Exercise brief> From the line containing "Convert the street" down to the final line of the entries below, restate each line word for word and add nothing.

═════ Dataset records

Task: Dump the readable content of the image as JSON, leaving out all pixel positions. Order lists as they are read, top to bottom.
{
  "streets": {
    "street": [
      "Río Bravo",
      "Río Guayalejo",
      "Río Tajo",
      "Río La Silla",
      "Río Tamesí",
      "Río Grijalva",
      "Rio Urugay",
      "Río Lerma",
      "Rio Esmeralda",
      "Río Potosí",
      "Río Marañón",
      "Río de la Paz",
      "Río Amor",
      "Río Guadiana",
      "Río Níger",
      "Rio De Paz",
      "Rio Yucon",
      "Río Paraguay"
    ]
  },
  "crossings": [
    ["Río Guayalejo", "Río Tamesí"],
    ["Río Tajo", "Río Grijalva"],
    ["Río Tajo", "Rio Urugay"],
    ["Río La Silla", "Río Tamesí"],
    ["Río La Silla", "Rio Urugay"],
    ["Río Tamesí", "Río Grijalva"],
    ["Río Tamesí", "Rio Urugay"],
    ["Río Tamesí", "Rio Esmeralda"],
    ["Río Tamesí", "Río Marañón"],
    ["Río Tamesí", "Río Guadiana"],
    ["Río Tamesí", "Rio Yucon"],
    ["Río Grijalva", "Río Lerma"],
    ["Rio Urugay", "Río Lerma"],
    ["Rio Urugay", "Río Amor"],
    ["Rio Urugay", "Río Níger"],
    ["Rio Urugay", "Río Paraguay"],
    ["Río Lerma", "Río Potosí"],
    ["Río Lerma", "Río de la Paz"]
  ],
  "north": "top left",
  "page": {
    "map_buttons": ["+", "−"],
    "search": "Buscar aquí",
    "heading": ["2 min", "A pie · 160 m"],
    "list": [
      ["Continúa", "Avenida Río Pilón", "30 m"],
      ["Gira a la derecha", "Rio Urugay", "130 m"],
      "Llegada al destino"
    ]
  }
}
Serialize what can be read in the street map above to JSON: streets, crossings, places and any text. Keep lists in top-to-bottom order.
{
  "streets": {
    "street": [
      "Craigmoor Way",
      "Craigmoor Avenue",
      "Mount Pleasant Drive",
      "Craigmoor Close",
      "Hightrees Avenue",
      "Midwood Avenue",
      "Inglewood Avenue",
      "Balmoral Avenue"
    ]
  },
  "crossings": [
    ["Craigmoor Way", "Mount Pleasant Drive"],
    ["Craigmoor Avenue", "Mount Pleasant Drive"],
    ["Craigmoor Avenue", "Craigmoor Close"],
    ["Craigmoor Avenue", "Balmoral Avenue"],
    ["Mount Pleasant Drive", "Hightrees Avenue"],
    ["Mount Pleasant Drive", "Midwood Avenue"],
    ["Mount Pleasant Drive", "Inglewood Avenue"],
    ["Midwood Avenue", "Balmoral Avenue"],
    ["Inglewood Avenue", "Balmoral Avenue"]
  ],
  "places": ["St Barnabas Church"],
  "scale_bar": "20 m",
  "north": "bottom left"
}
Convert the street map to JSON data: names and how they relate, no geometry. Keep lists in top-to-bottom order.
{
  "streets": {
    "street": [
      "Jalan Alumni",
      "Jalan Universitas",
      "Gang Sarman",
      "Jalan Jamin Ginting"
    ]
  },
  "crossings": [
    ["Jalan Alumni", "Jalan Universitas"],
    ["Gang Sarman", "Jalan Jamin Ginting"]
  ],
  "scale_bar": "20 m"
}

══════════

Answer for this exercise>
Convert the street map to JSON data: names and how they relate, no geometry. Keep lists in top-to-bottom order.
{
  "streets": {
    "street": [
      "Jalan Alumni",
      "Jalan Universitas",
      "Gang Sarman",
      "Jalan Jamin Ginting"
    ]
  },
  "crossings": [
    ["Jalan Alumni", "Jalan Universitas"],
    ["Gang Sarman", "Jalan Jamin Ginting"]
  ],
  "scale_bar": "20 m"
}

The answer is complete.